Thomas Dominik Meier (born 1958 in Basel, Switzerland) is a Swiss historian. He has served as president of Zurich University of the Arts (ZHdK) from 2009 to 2022.

==Biography==
Thomas D. Meier studied History, English, and American Studies at the University of Bern where he earned a doctorate for his dissertation on the integration and assimilation of homeless people in nineteenth-century Switzerland (“Heimatlose und Vaganten. Integration und Assimilation der Heimatlosen und Nicht-Sesshaften im 19. Jahrhundert in der Schweiz”; an expanded version was published by Chronos). Upon graduation, he first worked as a research assistant at the University of Bern before moving to the communications office and later to the executive management of the Historical Museum of Bern.
From 1996, he was founding director of the Museum of Communication Bern, before his appointment as director of Bern University of the Arts in 2003. He became president of Zurich University of the Arts (ZHdK) in the autumn of 2009. From 2004 to 2011, he served as founding president of the Rectors’ Conference of Swiss Arts Universities.

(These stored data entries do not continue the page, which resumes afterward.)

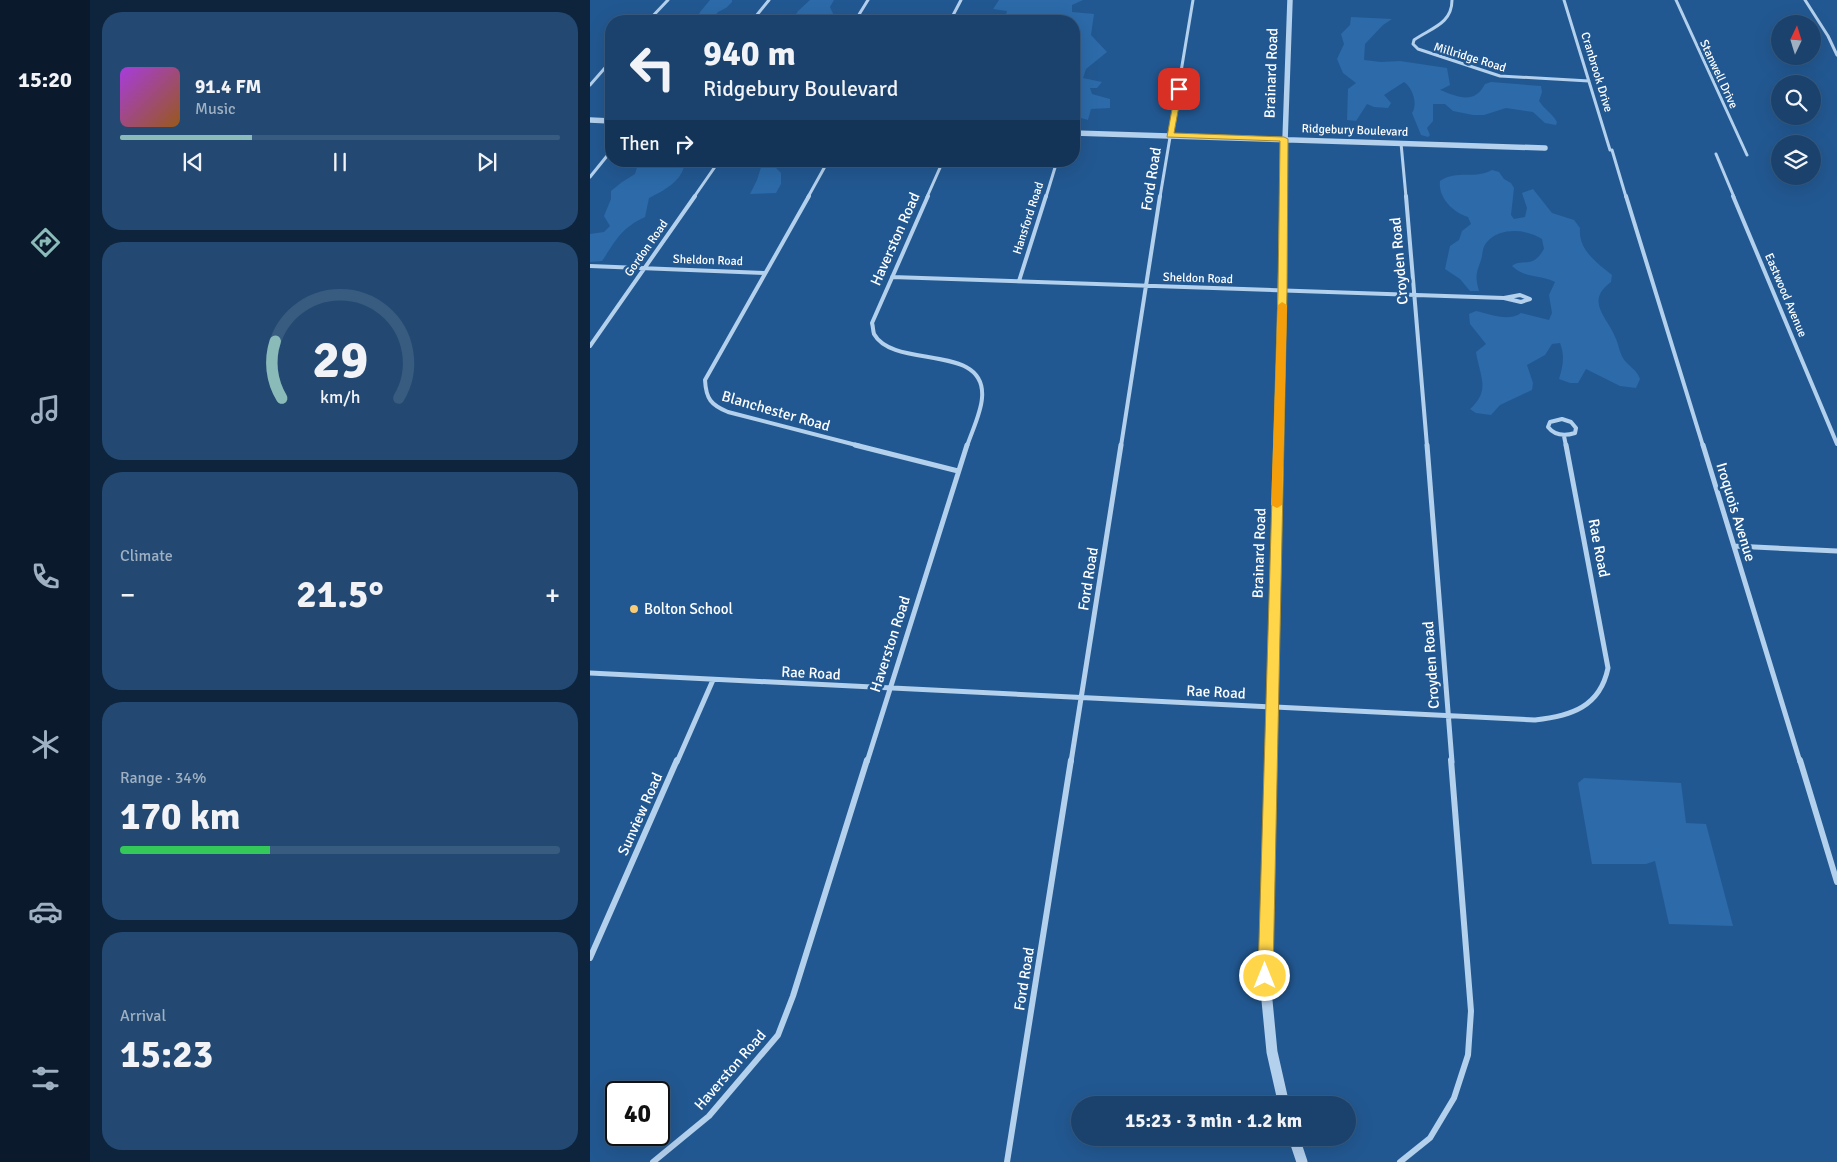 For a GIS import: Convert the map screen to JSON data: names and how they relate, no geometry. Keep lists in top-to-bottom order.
{
  "streets": {
    "street": [
      "Millridge Road",
      "Cranbrook Drive",
      "Brainard Road",
      "Stanwell Drive",
      "Ridgebury Boulevard",
      "Ford Road",
      "Hansford Road",
      "Haverston Road",
      "Gordon Road",
      "Sheldon Road",
      "Croyden Road",
      "Eastwood Avenue",
      "Blanchester Road",
      "Iroquois Avenue",
      "Rae Road",
      "Sunview Road"
    ]
  },
  "crossings": [
    ["Millridge Road", "Cranbrook Drive"],
    ["Cranbrook Drive", "Iroquois Avenue"],
    ["Brainard Road", "Ridgebury Boulevard"],
    ["Brainard Road", "Sheldon Road"],
    ["Brainard Road", "Rae Road"],
    ["Ridgebury Boulevard", "Ford Road"],
    ["Ridgebury Boulevard", "Croyden Road"],
    ["Ford Road", "Sheldon Road"],
    ["Ford Road", "Rae Road"],
    ["Hansford Road", "Sheldon Road"],
    ["Haverston Road", "Sheldon Road"],
    ["Haverston Road", "Blanchester Road"],
    ["Haverston Road", "Rae Road"],
    ["Gordon Road", "Sheldon Road"],
    ["Sheldon Road", "Croyden Road"],
    ["Sheldon Road", "Blanchester Road"],
    ["Croyden Road", "Rae Road"],
    ["Rae Road", "Sunview Road"]
  ],
  "places": ["Bolton School"],
  "north": "top",
  "page": {
    "tabs": "15:20",
    "turn": ["940 m", "Ridgebury Boulevard"],
    "song": ["91.4 FM", "Music"],
    "then": "Then",
    "tile": [
      "Climate",
      ["Range · 34%", "170 km"],
      ["Arrival", "15:23"]
    ],
    "heat": ["−", "21.5°", "+"],
    "limit": "40",
    "trip": "15:23 · 3 min · 1.2 km",
    "gauge": ["29", "km/h"]
  }
}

He is active in various national and international cultural and educational policy committees and strongly committed to the promotion of culture.

==Bibliography==
- Thomas D. Meier/Rolf Wolfensberger, "Von der «Medizinal-Polizey» zur Volksgesundheitspflege", in: St. Galler Kantonsgeschichte, St. Gallen 2003.
- Thomas D. Meier/Rolf Wolfensberger, "Heimatlose und Nichtsesshafte im frühen 19. Jahrhundert", in: St. Galler Kantonsgeschichte, St. Gallen 2003.
- Thomas D. Meier (Hrsg.): Medium Museum – Kommunikation und Vermittlung in Museen für Kunst und Geschichte, Bern, Haupt 2000.
- Thomas D. Meier: "Bedrängte Kindheit. Kindheit bei den Fahrenden", in: Kind sein in der Schweiz. Eine Kulturgeschichte der frühen Jahre, hrsg. von Paul Hugger, Zürich, Offizin 1998.
- Martin Gasser/Thomas D. Meier/Rolf Wolfensberger: «Wider das Läugnen und Verstellen», Zürich, Offizin 1998.
- Thomas D. Meier/Rolf Wolfensberger: Eine Heimat und doch keine. Heimatlose und Nicht-Sesshafte in der Schweiz (16.-19. Jahrhundert), Zürich, Chronos 1998.